Not sure if this is a legitimate issue. It makes sense that one would try to cleanse the data a bit before running any analysis. However little things like this could easily be overlooked, and be hard to track in a production environment. It may be best to keep the original character list, so that there is no ambiguity, or at least allow for this auto-cleansing to happen only via an optional parameter.
Script to run:
import com.johnsnowlabs.nlp.annotator._
import com.johnsnowlabs.nlp.annotators.ner.NerConverter
import com.johnsnowlabs.nlp.base._
import com.johnsnowlabs.util.Benchmark
import org.apache.spark.ml.Pipeline
import org.apache.spark.sql.SparkSession
import spark.implicits._
spark.sparkContext.setLogLevel("WARN")
val document = new DocumentAssembler()
.setInputCol("text")
.setOutputCol("document")
val sentenceDetector = new SentenceDetector()
.setInputCols("document")
.setOutputCol("sentence")
val token = new Tokenizer()
.setInputCols("sentence")
.setOutputCol("token")
val posTagger = PerceptronModel.pretrained().setInputCols("token","sentence").setOutputCol("pos")
val nerTagger = NerDLModel.pretrained().setInputCols("token","document").setOutputCol("ner")
val nerConverter = new NerConverter().setInputCols("document", "token", "ner").setOutputCol("ner_converter")
val finisher = new Finisher().setInputCols("sentence","token","pos","ner_converter").setIncludeMetadata(true).setOutputAsArray(false).setCleanAnnotations(false).setAnnotationSplitSymbol("@").setValueSplitSymbol("#")
val pipeline = new Pipeline().setStages(Array(
document,
sentenceDetector,
token,
posTagger,
nerTagger,
nerConverter,
finisher
))
import scala.collection.JavaConversions._
val model = pipeline.fit(Seq.empty[String].toDS.toDF("text"))
var lightModel = new LightPipeline(model)
import scala.collection.JavaConversions._
var ner_results = results.get("sentence")
var results = lightModel.fullAnnotateJava("I have a dog.

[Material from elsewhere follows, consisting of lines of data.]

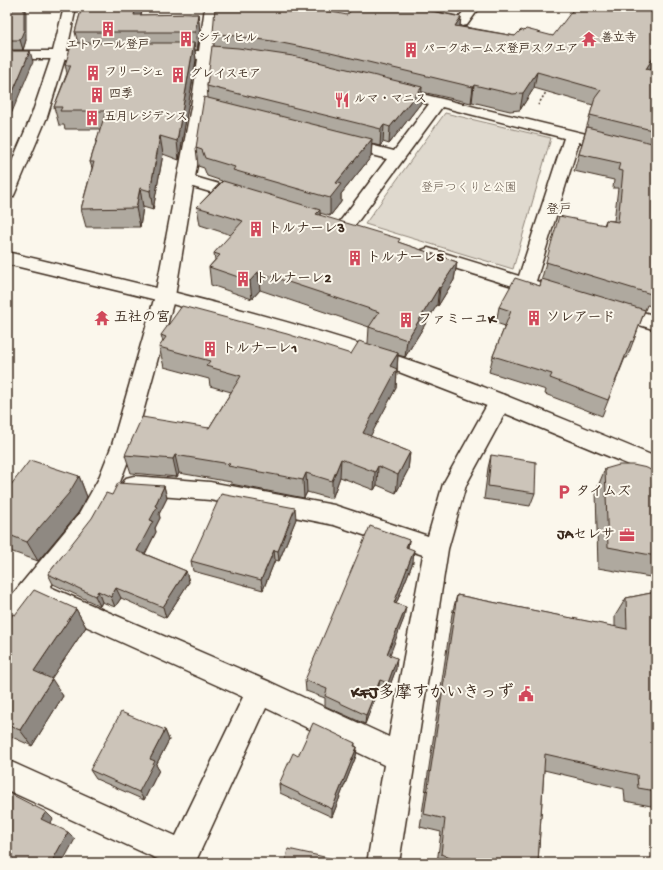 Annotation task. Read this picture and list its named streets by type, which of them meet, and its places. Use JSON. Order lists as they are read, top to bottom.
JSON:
{
  "districts": ["登戸"],
  "parks": ["登戸つくりと公園"],
  "places": {
    "building": [
      "エトワール登戸",
      "シティヒル",
      "パークホームズ登戸スクエア",
      "フリーシェ",
      "グレイスモア",
      "四季",
      "五月レジデンス",
      "トルナーレ3",
      "トルナーレ5",
      "トルナーレ2",
      "ソレアード",
      "ファミーユK",
      "トルナーレ1"
    ],
    "temple": ["善立寺", "五社の宮"],
    "restaurant": ["ルマ・マニス"],
    "parking": ["タイムズ"],
    "office": ["JAセレサ"],
    "public building": ["KFJ多摩すかいきっず"]
  }
} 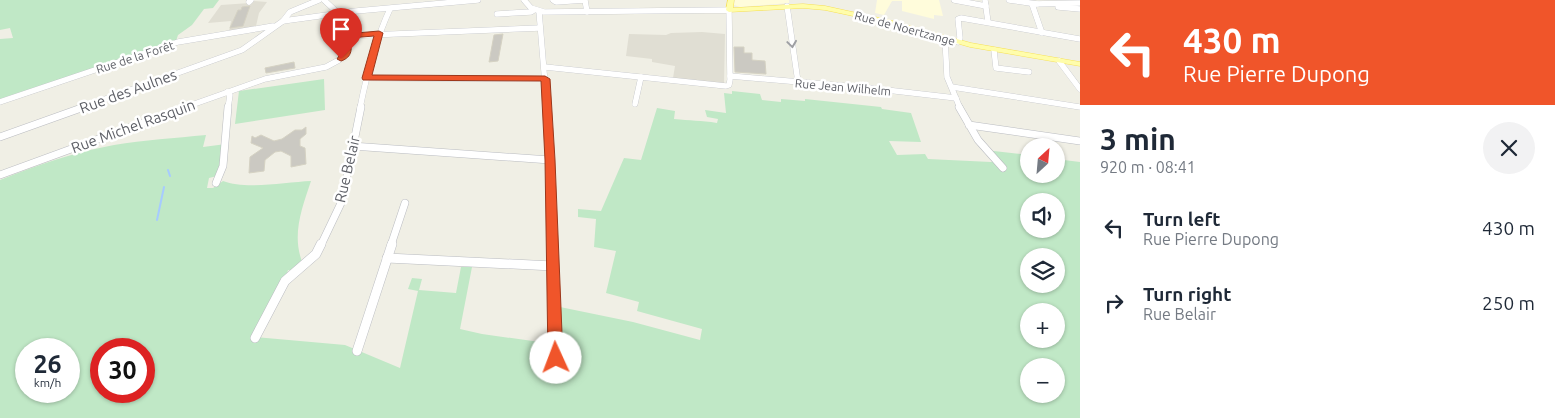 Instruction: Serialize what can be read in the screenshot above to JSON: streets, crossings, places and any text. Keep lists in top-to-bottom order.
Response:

He \n\n barks.")
ner_results.foreach(println)
The result got is below:
JavaAnnotation(document,0,12,I have a dog.,{})
JavaAnnotation(document,14,22,He barks.,{})
However, clearly, the first sentence should end at 13, and the next end at 27. Also notice that the double spaces and newline characters have been cleansed out. This looks evident for a sentence, but for entities and part of speeches where we only see a word, the exclusion of special chars are harder to see.
Issue Analytics
- State:
- Created 5 years ago
- Reactions:2
- Comments:5 (2 by maintainers)

Top Related StackOverflow Question
Also if relevant, it might be worth backporting this fix so that other users can benefit from the discrepancy.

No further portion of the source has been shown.